The trend has taken more time than some predicted to come to fruition, but some recent high-profile takeovers mean the issue of whether a platform will still be operating in five years’ time should very much be at the forefront of advisers’ minds.
For us, platform longevity – simply, will the platform be there in future or not – is one of the two big questions advisers need to ask when it comes to the technology they use (the other being, can the current platform of choice support advisers’ client value propositions and business processes).
The shift in the landscape means that, in our experience, the future comfort advisers had regarding the platforms they use, and how they support their businesses, is diminishing. However, there are some steps all advisers can take if it is announced that one of the platforms they use is involved in a takeover, either as the target or the acquirer.

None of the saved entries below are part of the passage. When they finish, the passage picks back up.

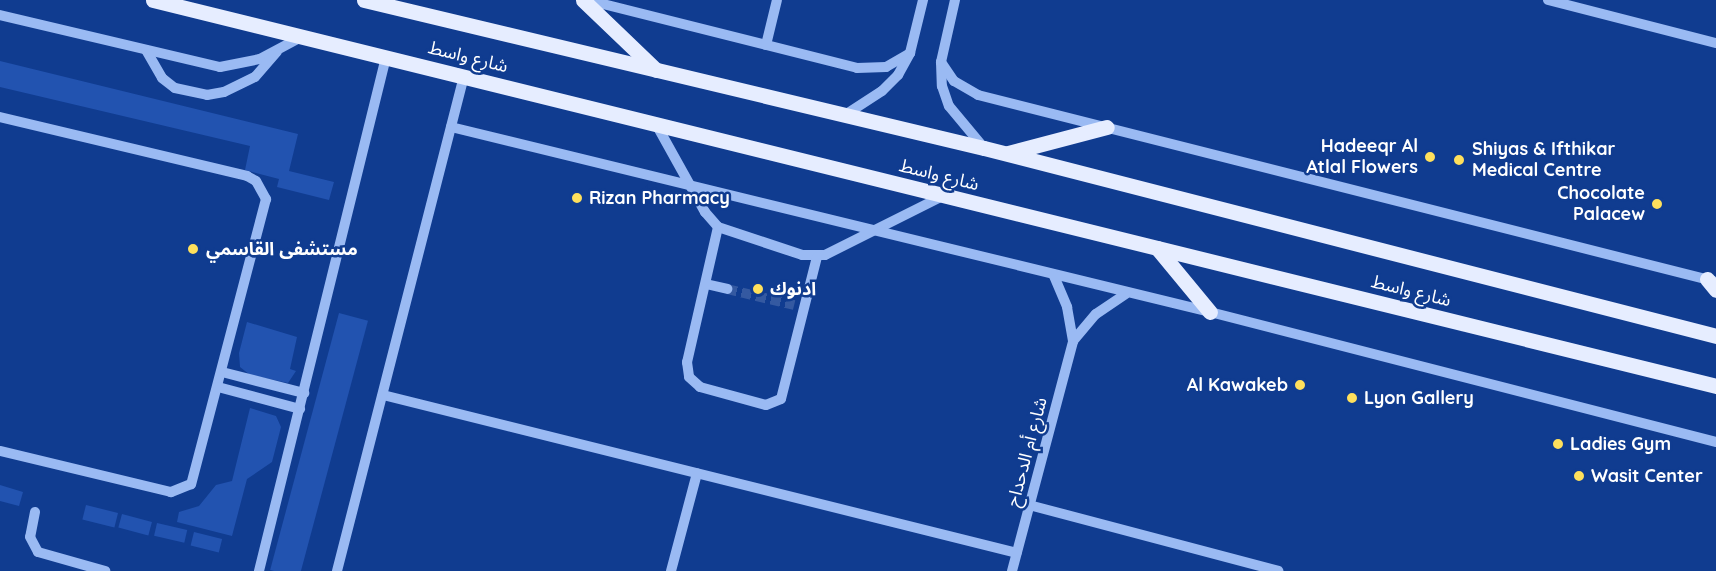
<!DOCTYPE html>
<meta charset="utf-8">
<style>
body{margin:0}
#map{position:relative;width:1716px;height:571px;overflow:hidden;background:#103c90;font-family:Quicksand,"Noto Sans Arabic",sans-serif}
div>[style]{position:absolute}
.green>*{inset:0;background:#2253b0;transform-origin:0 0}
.minor-tunnel>*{height:10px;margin-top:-5px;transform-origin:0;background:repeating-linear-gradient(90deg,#3459a1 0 10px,transparent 0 15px)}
.minor>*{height:10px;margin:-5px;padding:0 5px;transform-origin:5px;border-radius:5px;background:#9abaf3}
.major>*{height:15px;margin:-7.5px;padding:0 7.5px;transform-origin:7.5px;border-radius:7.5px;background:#e6edff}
.dots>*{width:16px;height:16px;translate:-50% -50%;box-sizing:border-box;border:3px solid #103c90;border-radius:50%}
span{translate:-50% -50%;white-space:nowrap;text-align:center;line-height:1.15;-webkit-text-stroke:5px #103c90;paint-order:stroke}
.street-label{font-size:18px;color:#fff}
.poi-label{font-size:18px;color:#fff;font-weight:700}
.right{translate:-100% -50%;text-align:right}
.left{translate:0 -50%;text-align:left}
</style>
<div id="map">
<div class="green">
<div style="clip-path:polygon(0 61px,298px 134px,289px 171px,334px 182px,329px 200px,277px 187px,279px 179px,245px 170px,250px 146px,0 87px)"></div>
<div style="left:339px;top:313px;width:30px;height:266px;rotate:15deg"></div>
<div style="clip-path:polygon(247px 322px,297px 337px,290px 369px,296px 371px,288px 383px,250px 375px,240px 367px,239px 353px)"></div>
<div style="clip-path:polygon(250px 408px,276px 416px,281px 427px,272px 462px,247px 479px,232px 536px,177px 522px,179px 512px,199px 506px,216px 485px,232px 481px)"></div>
<div style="clip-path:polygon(0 485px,23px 492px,19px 506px,0 501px)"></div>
<div style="left:86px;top:505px;width:33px;height:15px;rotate:14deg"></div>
<div style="left:122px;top:514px;width:31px;height:14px;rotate:15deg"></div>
<div style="left:157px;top:523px;width:31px;height:13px;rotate:13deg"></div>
<div style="left:194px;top:532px;width:29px;height:14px;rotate:14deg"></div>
</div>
<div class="minor-tunnel">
<div style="left:727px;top:289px;width:69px;rotate:13.4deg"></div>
</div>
<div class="minor">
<div style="left:587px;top:0;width:278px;rotate:14.1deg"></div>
<div style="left:857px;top:68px;width:29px;rotate:-2deg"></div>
<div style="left:886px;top:67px;width:28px;rotate:-30deg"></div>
<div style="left:955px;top:0;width:64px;rotate:102.7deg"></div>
<div style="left:941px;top:62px;width:24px;rotate:88deg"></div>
<div style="left:942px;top:86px;width:21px;rotate:71deg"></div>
<div style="left:949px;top:106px;width:55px;rotate:50.2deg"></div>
<div style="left:1548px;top:0;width:173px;rotate:14.4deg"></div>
<div style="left:0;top:15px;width:226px;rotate:13.3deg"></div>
<div style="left:220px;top:67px;width:41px;rotate:-11.3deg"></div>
<div style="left:260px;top:59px;width:49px;rotate:-28.1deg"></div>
<div style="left:766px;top:45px;width:46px;rotate:-76.3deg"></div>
<div style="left:146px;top:50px;width:32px;rotate:60deg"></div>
<div style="left:162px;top:78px;width:16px;rotate:38deg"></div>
<div style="left:175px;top:88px;width:33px;rotate:12deg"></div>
<div style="left:207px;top:95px;width:17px;rotate:-10deg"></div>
<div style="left:224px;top:92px;width:34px;rotate:-26deg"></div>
<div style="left:255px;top:77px;width:33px;rotate:-49deg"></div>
<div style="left:941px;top:62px;width:23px;rotate:56deg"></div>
<div style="left:954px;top:81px;width:28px;rotate:30deg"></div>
<div style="left:978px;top:95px;width:758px;rotate:14.2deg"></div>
<div style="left:845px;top:115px;width:44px;rotate:-33deg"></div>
<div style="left:882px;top:91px;width:23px;rotate:-45deg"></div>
<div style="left:898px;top:75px;width:25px;rotate:-61deg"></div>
<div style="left:910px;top:53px;width:55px;rotate:-76.2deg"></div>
<div style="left:0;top:117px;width:254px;rotate:13.4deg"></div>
<div style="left:247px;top:176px;width:10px;rotate:29deg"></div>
<div style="left:256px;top:181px;width:21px;rotate:61deg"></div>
<div style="left:266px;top:199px;width:295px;rotate:104.7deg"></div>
<div style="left:191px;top:484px;width:22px;rotate:158deg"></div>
<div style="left:171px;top:492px;width:176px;rotate:-166.5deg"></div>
<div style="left:656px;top:124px;width:101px;rotate:60.9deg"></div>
<div style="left:705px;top:212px;width:20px;rotate:49deg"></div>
<div style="left:718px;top:227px;width:89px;rotate:18.4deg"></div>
<div style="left:802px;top:255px;width:23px"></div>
<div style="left:825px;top:255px;width:132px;rotate:-26.6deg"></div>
<div style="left:451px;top:127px;width:781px;rotate:13.7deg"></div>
<div style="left:1210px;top:312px;width:522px;rotate:14.41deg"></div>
<div style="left:718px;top:227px;width:139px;rotate:102.9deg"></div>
<div style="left:687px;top:362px;width:15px;rotate:82deg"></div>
<div style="left:689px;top:377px;width:15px;rotate:42deg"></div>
<div style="left:700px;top:387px;width:68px;rotate:15.3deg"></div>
<div style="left:766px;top:405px;width:16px;rotate:-22deg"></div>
<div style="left:781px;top:399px;width:146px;rotate:-75.8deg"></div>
<div style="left:1054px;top:276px;width:34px;rotate:67deg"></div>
<div style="left:1067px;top:307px;width:35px;rotate:80deg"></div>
<div style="left:706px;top:284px;width:22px;rotate:13deg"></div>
<div style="left:222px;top:372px;width:85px;rotate:14.4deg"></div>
<div style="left:218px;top:387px;width:85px;rotate:15deg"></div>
<div style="left:383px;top:395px;width:653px;rotate:13.99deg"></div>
<div style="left:1029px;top:505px;width:258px;rotate:14.8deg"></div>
<div style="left:35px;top:512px;width:25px;rotate:101deg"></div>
<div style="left:30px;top:537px;width:17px;rotate:62deg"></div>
<div style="left:38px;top:552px;width:70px;rotate:15.8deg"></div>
<div style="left:259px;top:571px;width:529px;rotate:-76.12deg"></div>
<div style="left:337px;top:571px;width:511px;rotate:-75.61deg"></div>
<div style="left:671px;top:571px;width:101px;rotate:-75.1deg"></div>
<div style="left:1012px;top:571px;width:238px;rotate:-75.1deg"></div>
<div style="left:1073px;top:341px;width:35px;rotate:-50deg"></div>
<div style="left:1096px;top:314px;width:36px;rotate:-34deg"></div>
</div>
<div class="major">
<div style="left:153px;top:0;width:1610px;rotate:13.87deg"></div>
<div style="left:364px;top:0;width:637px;rotate:13.43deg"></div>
<div style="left:984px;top:148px;width:756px;rotate:14.4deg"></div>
<div style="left:583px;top:0;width:101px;rotate:43.8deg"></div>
<div style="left:1008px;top:153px;width:102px;rotate:-14.7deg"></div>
<div style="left:1157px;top:248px;width:83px;rotate:50.4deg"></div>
<div style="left:1707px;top:279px;width:14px;rotate:51deg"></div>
</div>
<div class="dots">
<div style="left:1430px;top:157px;background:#ffe05c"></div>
<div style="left:1459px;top:160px;background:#ffe05c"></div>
<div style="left:577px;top:198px;background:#ffe05c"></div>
<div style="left:1657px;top:204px;background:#ffe05c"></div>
<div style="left:193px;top:249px;background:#ffe05c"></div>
<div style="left:758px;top:289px;background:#ffe05c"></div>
<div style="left:1300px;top:385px;background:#ffe05c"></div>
<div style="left:1352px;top:398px;background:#ffe05c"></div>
<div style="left:1558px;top:444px;background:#ffe05c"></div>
<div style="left:1579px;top:476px;background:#ffe05c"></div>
</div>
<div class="street-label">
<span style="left:468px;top:57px;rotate:14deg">شارع واسط</span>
<span style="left:939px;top:175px;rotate:14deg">شارع واسط</span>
<span style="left:1411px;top:291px;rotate:14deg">شارع واسط</span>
<span style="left:1027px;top:452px;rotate:-75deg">شارع أم الدحداح</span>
</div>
<div class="poi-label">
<span class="right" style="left:1418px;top:157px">Hadeeqr Al<br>Atlal Flowers</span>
<span class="left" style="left:1472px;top:160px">Shiyas &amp; Ifthikar<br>Medical Centre</span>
<span class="right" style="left:1645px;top:204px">Chocolate<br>Palacew</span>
<span class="left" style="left:589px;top:198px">Rizan Pharmacy</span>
<span class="left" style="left:206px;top:249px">مستشفى القاسمي</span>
<span class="left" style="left:770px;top:289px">ادنوك</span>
<span class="right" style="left:1288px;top:385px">Al Kawakeb</span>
<span class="left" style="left:1364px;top:398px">Lyon Gallery</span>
<span class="left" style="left:1570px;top:444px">Ladies Gym</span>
<span class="left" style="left:1591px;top:476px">Wasit Center</span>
</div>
</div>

Firstly, any such announcement will in all likelihood be the trigger point for carrying out a due diligence evaluation. That means going back to those questions advisers should ask when they select any platform:
- Will it be here in future?
- Are they confident the platforms can support their own ambitions for their businesses?
If the answer to both is yes, then the need to switch platforms may not be there, but if the answer is no, then it may be time to think about other options. However, as with any switch in how a business fundamentally operates, it is important to make a change for the right reasons.
Moving platforms – or changing the relationship with platform technology companies and becoming a platform in one’s own right – is a major decision that should not be driven by issues with your current technology provider alone.
A takeover of a platform may create some issues in terms of how advisers use it, and typically these manifest themselves in service levels. But much of this will be short-term, rather than long-term, so it is worth giving it some time for the new owner to take control, and avoid making a knee-jerk decision.
More of an issue is the ultimate aim of the acquirer and whether it meets an adviser’s own strategic plans. For example, there could be a conflict between an advice business’ approach to investments and an acquirer’s own vertically-integrated model, which leads to pressure on the adviser to use solutions they simply don’t need. Clearly that could be a sign that it is time to move on, if the adviser does not want to use such products.
Goals, then platform
All of this comes back to the re-evaluation point. The key for all advice firms is to put themselves and their goals first, and then decide if their current platform – and its new owner – can deliver its current needs, and support its ambitions.
If it no longer can, the good news for advisers is that there are alternatives out there, and there is also the option to now, for the first time, work with partners like us to create your own solution.